Выбрать главу

Человечности, вот чего мы требуем от образов. Мы жаждем лиц, тел. В фильме Куросавы «Дерсу Узала» появляется маленький кривоногий человечек с широкоскулым, выдубленным лицом. Он кажется нам пришельцем из неизвестных краев земли, нет, не приятным видением (воплощающим известный сюжет начала века, когда русский путешественник Арсеньев впервые составляет карту необъятных просторов Сибири), а словно бы пророком грядущих времен. Из плоской, синеватой, испятнанной снегом земли Дерсу Узала добывает огонь, дружбу, волшебство шамана. В одной из самых прекрасных сцен фильма Дерсу Узала нарезает охапки камыша, чтобы сложить хижину для ночлега, а в это время солнце заходит, и сумерки окутывают степь какой-то доисторической тревогой.

Человечность — это тот самый запах, который вдыхает Фараон де Винтер, обнюхивая шеи тех, кого сразу после этого уведут, чтобы наказать за преступление. Запах страха, запах преступления, запах братства.

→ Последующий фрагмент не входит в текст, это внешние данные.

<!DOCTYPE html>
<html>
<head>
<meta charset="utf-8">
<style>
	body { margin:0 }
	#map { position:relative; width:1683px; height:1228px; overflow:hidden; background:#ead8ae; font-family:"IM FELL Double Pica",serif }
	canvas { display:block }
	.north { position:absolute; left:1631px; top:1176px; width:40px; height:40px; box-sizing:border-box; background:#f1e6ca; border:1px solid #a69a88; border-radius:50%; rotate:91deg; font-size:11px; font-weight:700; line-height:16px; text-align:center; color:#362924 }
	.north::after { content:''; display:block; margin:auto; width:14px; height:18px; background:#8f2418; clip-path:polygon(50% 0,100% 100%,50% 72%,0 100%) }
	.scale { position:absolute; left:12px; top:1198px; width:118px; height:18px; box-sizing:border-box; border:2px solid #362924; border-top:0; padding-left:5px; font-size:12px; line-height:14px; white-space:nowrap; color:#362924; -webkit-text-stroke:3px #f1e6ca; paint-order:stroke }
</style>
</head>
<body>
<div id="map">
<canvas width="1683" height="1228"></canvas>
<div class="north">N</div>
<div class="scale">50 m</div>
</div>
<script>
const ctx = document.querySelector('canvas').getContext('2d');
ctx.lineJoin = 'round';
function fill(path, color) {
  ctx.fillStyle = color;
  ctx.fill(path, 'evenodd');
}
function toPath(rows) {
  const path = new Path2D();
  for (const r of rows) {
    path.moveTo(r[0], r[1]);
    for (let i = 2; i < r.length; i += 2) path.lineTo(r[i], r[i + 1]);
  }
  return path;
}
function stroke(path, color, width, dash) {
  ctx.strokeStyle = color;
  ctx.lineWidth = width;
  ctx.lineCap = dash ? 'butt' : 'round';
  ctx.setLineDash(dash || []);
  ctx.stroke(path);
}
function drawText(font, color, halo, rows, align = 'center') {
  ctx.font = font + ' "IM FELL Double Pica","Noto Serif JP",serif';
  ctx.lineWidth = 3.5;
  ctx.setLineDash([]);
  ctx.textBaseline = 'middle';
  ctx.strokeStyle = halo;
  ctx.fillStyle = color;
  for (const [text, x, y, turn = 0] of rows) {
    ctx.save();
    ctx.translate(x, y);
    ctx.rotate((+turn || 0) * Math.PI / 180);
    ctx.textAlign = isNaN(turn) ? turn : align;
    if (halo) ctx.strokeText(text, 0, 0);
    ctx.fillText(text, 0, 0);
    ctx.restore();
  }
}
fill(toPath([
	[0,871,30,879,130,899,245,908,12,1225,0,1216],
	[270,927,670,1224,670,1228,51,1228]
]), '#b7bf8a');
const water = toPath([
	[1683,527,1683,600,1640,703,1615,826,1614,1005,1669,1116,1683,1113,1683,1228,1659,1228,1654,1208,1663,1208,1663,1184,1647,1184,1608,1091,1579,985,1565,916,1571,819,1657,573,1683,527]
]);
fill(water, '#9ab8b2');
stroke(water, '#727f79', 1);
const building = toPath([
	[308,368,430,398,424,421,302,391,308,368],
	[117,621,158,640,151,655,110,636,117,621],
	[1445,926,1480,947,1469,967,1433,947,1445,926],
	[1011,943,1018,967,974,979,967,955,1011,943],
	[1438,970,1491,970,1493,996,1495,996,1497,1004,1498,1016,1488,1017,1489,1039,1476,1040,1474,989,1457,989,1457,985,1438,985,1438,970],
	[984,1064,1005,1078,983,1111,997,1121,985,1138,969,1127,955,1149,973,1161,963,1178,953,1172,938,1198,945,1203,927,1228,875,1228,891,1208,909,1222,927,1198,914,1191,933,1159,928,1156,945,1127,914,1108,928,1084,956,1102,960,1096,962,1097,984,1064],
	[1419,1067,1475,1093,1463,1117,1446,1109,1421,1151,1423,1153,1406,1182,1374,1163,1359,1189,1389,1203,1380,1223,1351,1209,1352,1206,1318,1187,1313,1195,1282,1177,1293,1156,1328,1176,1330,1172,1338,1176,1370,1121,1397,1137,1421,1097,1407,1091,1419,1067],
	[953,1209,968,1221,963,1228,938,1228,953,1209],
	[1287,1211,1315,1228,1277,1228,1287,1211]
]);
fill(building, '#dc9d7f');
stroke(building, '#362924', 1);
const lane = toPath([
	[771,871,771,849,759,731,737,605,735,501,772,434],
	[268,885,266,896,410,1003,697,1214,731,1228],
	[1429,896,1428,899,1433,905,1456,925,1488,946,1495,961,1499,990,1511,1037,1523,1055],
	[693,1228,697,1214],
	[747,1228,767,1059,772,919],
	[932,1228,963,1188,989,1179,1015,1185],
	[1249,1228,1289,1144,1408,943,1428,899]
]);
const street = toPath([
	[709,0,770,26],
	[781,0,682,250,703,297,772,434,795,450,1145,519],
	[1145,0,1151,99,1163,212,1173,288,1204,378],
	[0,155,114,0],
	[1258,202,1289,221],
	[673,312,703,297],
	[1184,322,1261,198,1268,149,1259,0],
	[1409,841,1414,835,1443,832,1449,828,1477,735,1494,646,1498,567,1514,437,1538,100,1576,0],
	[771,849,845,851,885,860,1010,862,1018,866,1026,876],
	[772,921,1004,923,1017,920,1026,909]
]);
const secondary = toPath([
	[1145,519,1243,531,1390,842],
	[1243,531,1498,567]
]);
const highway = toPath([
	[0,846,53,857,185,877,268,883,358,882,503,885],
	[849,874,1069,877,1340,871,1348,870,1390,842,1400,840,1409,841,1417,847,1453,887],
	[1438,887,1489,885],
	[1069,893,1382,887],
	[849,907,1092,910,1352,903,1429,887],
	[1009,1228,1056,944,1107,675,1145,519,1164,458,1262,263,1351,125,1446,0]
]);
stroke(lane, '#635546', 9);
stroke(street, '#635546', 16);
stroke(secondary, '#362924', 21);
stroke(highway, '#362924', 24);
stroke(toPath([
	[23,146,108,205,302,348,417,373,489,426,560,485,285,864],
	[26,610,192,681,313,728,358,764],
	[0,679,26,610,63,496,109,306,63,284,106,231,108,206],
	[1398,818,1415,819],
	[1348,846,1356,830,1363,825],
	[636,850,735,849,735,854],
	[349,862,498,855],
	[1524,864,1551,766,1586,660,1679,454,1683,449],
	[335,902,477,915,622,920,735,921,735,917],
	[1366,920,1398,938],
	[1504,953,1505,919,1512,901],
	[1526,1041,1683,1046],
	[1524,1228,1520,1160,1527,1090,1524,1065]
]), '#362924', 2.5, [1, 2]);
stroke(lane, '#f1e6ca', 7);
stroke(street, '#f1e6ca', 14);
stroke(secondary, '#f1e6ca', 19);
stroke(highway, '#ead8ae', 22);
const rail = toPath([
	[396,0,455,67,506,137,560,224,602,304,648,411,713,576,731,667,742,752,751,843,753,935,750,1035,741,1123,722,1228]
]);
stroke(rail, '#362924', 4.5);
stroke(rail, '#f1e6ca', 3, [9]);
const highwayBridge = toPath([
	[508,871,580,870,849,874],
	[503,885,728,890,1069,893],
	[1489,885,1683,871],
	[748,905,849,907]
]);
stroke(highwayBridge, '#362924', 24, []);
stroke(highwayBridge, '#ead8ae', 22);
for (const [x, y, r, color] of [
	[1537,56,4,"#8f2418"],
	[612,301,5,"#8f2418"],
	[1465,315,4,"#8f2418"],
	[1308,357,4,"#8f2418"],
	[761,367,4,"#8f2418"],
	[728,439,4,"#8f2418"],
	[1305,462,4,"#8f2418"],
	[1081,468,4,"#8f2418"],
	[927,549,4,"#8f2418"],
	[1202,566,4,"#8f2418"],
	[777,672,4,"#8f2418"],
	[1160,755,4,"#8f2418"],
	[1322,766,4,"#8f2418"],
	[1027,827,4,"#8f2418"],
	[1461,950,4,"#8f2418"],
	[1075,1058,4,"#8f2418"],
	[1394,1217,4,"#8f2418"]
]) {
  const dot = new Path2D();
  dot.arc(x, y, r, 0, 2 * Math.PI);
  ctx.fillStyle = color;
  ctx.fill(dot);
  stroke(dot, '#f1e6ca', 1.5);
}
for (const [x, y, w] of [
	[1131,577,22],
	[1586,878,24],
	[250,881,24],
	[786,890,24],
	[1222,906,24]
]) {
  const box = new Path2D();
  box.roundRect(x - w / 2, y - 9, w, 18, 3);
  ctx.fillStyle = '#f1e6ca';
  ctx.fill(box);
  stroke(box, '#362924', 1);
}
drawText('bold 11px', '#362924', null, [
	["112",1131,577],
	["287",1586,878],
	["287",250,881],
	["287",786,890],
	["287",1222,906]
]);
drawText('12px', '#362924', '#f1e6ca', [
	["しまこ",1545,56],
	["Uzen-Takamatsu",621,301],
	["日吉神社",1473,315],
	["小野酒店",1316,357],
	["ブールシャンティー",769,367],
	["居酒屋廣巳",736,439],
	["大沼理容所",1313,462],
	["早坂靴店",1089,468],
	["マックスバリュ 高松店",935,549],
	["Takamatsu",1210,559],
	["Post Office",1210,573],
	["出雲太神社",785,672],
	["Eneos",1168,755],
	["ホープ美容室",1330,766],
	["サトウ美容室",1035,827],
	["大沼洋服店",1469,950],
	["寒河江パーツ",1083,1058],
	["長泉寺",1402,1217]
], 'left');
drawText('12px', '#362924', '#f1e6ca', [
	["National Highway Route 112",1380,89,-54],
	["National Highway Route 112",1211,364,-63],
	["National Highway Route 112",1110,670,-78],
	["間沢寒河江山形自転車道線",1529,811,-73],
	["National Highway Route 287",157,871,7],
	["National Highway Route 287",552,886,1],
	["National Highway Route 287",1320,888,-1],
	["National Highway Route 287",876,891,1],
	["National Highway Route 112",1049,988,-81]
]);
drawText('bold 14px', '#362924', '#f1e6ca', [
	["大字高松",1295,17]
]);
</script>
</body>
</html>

Никакое другое искусство, кроме кино, не способно так сплетать реальность и театрализованность, актера и живого человека. С головой погружаясь в становление зрелища, о котором у него нет еще ни четких представлений, ни знания о ходе его дальнейшего развития, ни предвидения финала, постановщик в одно и то же время и обретает, и отдает, изобретает то, что казалось ему давно знакомым, спотыкается, сомневается, приглядывается. Когда Жан-Люка Годара за кулисами Каннского кинофестиваля спросили, что он думает о «ручной камере», он ответил, что она ворует образы, тогда как камера создана чтобы их воспринимать. В «Нануке с севера» Флаэрти воссоздает быт экспедиции в Гренландию, он заставляет Нанука заново пережить все те события, из которых состоит его бытие, охоту с выслеживанием зверя, постройку хижины, чтобы было где укрыться от пурги, праздники, камлания. Видно, как идет по снегу Нанук, ощутим его тяжеловесный, архаичный силуэт, такой же древний, как мир. И невозможно отделаться от мысли, что вот пройдет несколько лет и он умрет посреди такой вот жизни, умрет с голоду вместе со всей своей семьей, перед смертью убив всех своих собак.

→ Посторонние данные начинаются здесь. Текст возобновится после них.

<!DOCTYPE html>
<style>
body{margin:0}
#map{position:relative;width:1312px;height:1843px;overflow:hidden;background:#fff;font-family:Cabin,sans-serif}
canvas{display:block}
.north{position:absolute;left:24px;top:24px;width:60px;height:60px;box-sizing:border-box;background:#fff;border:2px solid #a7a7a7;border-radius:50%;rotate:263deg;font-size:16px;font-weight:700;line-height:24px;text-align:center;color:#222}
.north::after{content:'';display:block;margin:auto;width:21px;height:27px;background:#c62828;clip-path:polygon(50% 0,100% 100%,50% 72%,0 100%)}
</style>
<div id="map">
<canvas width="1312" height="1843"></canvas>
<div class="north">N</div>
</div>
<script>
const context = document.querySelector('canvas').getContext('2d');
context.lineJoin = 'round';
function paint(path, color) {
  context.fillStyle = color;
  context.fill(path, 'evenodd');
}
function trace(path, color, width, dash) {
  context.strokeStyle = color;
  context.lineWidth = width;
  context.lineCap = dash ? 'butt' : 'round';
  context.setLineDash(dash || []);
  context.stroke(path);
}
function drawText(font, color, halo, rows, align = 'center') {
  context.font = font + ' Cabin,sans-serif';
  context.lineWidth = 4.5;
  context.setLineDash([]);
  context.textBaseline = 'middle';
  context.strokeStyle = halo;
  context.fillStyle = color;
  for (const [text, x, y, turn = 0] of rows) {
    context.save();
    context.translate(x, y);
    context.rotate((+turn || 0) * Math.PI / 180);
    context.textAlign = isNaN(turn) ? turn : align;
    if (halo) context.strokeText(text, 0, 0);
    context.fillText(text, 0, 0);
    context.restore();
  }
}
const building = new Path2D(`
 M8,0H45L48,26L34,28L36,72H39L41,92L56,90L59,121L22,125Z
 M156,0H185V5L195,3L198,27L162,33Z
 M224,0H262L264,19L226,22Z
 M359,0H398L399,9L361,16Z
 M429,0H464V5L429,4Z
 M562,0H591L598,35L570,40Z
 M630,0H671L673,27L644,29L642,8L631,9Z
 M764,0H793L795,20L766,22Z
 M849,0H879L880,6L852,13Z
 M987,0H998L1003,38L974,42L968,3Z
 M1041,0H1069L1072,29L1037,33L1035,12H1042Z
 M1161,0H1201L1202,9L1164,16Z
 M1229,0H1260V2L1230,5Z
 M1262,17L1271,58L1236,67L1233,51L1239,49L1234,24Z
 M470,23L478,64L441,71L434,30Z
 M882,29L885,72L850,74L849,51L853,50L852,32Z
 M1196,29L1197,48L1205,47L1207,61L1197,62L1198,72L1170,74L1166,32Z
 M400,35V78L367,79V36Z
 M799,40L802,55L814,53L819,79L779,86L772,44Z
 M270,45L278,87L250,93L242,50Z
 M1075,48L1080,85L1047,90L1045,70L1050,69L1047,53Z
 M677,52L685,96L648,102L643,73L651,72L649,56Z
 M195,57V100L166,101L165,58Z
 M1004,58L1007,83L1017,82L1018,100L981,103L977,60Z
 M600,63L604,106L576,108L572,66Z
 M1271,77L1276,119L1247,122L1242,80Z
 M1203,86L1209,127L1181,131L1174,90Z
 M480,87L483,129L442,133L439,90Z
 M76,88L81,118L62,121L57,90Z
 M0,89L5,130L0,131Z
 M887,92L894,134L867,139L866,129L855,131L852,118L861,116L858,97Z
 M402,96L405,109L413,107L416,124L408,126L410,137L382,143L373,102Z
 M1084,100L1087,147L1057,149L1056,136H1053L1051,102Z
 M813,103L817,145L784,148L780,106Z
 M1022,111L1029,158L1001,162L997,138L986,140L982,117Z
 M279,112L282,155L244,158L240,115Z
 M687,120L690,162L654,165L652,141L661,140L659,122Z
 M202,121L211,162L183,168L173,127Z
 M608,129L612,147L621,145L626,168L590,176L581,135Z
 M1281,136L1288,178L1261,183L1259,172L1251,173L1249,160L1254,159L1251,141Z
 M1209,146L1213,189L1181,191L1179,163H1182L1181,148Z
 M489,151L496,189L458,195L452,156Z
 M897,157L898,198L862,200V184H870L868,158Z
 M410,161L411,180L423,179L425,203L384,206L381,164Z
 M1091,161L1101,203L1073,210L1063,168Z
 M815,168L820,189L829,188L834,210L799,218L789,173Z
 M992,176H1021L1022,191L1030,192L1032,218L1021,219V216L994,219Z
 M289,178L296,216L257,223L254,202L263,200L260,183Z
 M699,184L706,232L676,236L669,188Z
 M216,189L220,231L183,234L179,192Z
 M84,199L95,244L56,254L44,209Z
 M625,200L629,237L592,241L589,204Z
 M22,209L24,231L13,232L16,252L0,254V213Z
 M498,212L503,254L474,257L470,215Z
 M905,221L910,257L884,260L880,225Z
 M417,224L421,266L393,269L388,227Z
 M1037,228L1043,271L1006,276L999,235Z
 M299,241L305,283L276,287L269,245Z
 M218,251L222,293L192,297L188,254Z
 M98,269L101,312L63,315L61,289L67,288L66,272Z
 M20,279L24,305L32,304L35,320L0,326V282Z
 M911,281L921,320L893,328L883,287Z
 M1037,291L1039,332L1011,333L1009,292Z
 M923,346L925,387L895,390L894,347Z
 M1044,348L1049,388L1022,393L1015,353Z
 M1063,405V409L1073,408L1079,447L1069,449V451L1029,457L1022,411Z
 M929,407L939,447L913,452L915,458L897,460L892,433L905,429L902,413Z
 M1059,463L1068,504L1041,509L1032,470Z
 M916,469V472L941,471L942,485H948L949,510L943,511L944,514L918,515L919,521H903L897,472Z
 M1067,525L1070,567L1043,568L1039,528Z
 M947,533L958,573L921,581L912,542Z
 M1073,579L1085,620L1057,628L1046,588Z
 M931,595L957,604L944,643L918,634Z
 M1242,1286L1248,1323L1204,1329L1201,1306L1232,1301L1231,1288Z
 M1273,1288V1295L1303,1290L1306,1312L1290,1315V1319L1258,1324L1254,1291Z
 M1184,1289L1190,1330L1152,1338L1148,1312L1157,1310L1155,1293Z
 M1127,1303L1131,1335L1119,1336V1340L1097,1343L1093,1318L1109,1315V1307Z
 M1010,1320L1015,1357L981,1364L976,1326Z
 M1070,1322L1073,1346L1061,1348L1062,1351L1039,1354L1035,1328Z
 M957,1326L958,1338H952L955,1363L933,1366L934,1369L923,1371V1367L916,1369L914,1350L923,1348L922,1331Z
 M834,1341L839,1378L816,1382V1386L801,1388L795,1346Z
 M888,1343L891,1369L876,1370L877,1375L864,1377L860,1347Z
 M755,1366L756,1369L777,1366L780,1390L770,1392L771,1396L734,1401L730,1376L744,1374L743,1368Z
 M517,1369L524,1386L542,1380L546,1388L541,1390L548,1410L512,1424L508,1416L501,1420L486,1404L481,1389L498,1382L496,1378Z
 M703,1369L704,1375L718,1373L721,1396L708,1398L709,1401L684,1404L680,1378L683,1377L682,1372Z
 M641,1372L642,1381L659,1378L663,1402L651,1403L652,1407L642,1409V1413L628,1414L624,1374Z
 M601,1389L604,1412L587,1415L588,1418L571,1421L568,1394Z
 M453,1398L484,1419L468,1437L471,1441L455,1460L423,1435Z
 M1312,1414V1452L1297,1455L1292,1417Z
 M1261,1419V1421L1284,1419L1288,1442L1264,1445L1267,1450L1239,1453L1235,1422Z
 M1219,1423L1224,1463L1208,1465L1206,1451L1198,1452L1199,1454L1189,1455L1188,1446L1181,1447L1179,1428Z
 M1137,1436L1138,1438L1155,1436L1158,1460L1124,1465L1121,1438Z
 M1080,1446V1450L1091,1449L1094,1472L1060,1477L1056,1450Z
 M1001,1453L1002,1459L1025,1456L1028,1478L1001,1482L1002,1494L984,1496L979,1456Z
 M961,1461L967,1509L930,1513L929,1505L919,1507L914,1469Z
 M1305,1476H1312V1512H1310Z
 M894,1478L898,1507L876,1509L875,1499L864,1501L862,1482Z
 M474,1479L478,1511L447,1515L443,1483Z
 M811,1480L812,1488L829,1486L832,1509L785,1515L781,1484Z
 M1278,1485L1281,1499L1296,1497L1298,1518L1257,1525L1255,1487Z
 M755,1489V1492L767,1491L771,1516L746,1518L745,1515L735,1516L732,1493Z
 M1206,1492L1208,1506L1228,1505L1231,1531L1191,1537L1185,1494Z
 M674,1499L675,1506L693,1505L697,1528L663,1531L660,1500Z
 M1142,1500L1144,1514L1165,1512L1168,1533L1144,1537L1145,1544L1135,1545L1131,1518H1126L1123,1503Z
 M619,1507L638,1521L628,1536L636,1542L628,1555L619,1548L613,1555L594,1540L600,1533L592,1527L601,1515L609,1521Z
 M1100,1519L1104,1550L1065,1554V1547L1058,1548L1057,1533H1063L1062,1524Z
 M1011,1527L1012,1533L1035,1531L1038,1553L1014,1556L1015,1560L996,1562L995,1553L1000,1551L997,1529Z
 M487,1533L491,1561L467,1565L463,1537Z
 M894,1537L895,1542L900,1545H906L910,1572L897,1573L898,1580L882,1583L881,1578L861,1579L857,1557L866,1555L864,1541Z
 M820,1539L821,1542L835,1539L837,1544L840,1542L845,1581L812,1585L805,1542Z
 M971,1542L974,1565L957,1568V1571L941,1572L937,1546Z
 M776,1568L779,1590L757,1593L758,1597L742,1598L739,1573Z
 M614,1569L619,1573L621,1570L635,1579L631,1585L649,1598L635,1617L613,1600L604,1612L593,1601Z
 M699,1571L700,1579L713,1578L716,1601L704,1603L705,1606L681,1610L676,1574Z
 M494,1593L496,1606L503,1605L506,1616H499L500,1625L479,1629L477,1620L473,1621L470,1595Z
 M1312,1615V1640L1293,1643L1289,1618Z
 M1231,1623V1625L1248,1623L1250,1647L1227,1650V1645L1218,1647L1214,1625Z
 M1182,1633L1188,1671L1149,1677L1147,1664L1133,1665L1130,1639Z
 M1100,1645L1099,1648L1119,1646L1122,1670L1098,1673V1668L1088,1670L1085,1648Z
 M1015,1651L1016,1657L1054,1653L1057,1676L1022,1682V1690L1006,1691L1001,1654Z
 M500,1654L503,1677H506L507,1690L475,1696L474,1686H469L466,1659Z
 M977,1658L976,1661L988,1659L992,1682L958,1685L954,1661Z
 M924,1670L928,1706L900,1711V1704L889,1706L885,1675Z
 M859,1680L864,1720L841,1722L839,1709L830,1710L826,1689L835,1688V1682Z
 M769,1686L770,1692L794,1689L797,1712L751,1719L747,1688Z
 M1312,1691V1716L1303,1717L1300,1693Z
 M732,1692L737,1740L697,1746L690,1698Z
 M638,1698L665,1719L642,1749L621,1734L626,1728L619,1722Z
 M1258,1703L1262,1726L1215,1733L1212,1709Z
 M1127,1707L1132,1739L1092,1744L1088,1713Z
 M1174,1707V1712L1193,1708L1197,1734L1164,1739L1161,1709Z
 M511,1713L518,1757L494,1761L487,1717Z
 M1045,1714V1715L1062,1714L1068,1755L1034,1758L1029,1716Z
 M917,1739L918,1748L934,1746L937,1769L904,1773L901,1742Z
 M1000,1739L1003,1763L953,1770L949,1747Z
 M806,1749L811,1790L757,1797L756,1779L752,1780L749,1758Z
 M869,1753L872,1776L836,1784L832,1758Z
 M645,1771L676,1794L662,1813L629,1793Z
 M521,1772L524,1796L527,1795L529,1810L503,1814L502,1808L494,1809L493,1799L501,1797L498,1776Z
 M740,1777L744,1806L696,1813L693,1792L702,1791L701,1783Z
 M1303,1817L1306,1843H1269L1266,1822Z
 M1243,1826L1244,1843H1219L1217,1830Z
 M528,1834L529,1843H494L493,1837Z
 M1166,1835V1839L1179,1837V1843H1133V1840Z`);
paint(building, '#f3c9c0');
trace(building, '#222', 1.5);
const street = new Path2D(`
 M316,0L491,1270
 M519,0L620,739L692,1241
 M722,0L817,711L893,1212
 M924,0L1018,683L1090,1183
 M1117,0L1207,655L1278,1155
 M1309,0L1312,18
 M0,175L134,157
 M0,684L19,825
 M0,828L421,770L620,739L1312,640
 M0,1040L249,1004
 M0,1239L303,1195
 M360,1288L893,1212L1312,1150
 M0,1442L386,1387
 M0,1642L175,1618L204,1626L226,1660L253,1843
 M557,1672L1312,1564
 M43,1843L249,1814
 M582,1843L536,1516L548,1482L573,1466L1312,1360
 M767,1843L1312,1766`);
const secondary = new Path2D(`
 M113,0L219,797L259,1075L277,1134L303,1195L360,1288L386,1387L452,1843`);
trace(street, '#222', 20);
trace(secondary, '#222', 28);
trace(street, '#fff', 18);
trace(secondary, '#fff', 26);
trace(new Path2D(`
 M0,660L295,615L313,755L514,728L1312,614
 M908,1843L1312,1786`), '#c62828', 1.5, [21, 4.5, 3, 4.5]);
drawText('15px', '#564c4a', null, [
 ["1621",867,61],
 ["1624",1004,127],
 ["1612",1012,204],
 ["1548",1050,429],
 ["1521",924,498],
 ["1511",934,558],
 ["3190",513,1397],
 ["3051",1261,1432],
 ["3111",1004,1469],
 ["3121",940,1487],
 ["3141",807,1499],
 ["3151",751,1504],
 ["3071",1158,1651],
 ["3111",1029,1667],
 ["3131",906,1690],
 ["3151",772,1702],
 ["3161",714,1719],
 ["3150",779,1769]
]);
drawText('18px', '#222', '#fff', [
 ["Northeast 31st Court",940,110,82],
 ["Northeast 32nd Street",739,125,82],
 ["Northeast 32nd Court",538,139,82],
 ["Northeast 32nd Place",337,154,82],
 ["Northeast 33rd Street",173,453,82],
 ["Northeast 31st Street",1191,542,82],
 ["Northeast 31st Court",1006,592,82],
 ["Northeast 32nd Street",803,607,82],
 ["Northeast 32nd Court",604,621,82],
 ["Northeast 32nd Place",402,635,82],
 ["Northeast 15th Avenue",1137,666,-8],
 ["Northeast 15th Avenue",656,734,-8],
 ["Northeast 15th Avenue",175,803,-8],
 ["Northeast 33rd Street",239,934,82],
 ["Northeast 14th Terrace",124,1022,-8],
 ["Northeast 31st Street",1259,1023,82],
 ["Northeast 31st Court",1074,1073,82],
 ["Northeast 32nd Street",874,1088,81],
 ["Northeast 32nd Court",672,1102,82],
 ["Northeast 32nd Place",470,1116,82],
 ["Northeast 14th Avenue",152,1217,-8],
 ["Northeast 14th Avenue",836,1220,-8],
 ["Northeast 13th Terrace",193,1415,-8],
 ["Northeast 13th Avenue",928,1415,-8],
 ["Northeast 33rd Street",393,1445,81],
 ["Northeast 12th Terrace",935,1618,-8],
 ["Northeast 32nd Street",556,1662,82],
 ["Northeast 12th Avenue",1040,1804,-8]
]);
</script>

Вот эта человечность еще и сегодня волнует нас, хотя и утекло уже столько времени, хотя и все уже известно о кино, об актерах, вложенных средствах, хитросплетениях и притязаниях. То мгновение, когда происходящее уже не вполне правда, но еще не условность, тот миг, когда актер, актриса — Северин Канееле, Эмманюэль Шотте, Анна Вяземски — на самой грани, у пределов перевоплощения, это скорее еще они сами, а не персонажи.

Странный миг, которого добивались все режиссеры, ибо в этом головокружительном ощущении они, наверное, обретали ответ на вечную проблему легитимности творчества. Тот, кто играет, — это тот же, кто сочиняет, а кто сочиняет — может ли владеть тем, чего требует? Робера Брессона только и занимал один этот вопрос, ибо в нем суть человеческой природы. В «Наудачу, Бальтазар» человечность то и дело ускользает, ставится под вопрос, она сомнительна и переменчива (как, очевидно, и мораль). Мария никогда не совпадает с тем, чего от нее ждут, она никогда не оказывается там, где ее ожидали найти. Единственная точная величина — рыщущее по деревне насилие. У зла нет основ, как нет и никакого оправдания ударам, сыплющимся на Бальтазара, ослика, переходящего от одних хозяев к другим. В «Карманнике» руки Мартена Лассаля ловко обшаривают чужие карманы, и этот незамысловатый жест, повторяющийся, забавный, еще усиливает головокружительное ощущение, которому нет конца. В «Ланселоте» рыцарь в доспехах чает разбить врагов, завоевать любовь Гениевры, искупить свой проступок. Но в кадре-то земля, грязная, растоптанная, обыкновенная земля, на которую падают тела, которую под грохот бьющихся друг об друга железных доспехов топчут копыта лошадей. Земля убегает и из-под копыт Бальтазара, ибо отпущенное ему время жизни и есть пробегаемый им путь, эти понапрасну преодоленные версты, эти поля, взрытые его копытцами от рождения до смерти. Правда не больше и не меньше того, что мы видим своими глазами, вот чему нас учит Брессон, но она полностью заключается в том, что мы видим. В чертах лица Анны Вяземски, в мягкой лепке ее скул, разрезе глаз, изгибе рта, в целомудренных и чувственных очертаниях ее спины. В зазоре между ее жизнью и ее ролью, между тем, что она есть, и тем, кем так и не станет никогда, до самой ее жертвы, до смерти, в тот предопределенный миг, значимый и наполняющийся смыслом каждый раз, как зажужжит проектор и озарится светом экран.